PROBLEM DETAILS: List each line of the data that holds the word "Baru".

(Collected data)

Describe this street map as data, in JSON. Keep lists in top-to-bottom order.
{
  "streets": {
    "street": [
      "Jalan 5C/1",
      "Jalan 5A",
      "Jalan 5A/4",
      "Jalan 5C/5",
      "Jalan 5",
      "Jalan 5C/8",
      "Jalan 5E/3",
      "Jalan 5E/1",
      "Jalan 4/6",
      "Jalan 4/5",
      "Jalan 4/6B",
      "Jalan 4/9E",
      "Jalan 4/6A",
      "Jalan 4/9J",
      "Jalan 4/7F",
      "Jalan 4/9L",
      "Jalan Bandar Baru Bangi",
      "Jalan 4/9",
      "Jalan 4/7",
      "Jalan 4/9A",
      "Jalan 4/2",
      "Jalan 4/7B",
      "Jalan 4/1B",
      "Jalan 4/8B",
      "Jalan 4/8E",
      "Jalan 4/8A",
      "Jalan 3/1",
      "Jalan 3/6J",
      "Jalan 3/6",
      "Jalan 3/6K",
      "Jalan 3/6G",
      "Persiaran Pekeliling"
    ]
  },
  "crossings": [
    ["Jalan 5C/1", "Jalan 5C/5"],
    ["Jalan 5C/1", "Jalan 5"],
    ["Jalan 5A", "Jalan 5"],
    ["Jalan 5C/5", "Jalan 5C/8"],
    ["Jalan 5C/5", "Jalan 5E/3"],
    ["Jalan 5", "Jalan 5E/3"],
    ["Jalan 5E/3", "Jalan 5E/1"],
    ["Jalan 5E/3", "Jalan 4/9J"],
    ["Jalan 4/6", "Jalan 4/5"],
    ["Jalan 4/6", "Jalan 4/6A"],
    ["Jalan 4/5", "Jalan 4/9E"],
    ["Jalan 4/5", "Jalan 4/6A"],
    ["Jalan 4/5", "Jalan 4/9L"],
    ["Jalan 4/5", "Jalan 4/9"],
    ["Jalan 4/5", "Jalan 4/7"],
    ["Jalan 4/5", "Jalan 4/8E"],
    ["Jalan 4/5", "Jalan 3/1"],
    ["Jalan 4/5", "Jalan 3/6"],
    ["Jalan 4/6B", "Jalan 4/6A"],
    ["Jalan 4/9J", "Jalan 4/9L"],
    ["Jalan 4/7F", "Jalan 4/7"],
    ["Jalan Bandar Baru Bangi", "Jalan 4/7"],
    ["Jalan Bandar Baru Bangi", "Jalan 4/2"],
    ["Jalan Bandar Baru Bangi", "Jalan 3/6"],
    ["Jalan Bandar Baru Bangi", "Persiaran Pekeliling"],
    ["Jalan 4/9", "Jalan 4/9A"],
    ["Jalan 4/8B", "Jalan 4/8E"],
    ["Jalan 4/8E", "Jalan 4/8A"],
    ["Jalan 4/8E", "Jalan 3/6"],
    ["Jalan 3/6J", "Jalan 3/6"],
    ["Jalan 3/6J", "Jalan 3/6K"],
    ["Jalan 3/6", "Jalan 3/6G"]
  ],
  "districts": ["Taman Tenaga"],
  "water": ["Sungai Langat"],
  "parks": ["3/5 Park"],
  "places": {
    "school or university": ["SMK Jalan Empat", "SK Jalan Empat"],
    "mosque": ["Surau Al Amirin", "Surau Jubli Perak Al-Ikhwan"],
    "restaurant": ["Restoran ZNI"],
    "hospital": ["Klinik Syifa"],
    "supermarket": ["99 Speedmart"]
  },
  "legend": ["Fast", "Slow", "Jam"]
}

OUTPUT FOR THIS EXERCISE:
      "Jalan Bandar Baru Bangi",
    ["Jalan Bandar Baru Bangi", "Jalan 4/7"],
    ["Jalan Bandar Baru Bangi", "Jalan 4/2"],
    ["Jalan Bandar Baru Bangi", "Jalan 3/6"],
    ["Jalan Bandar Baru Bangi", "Persiaran Pekeliling"],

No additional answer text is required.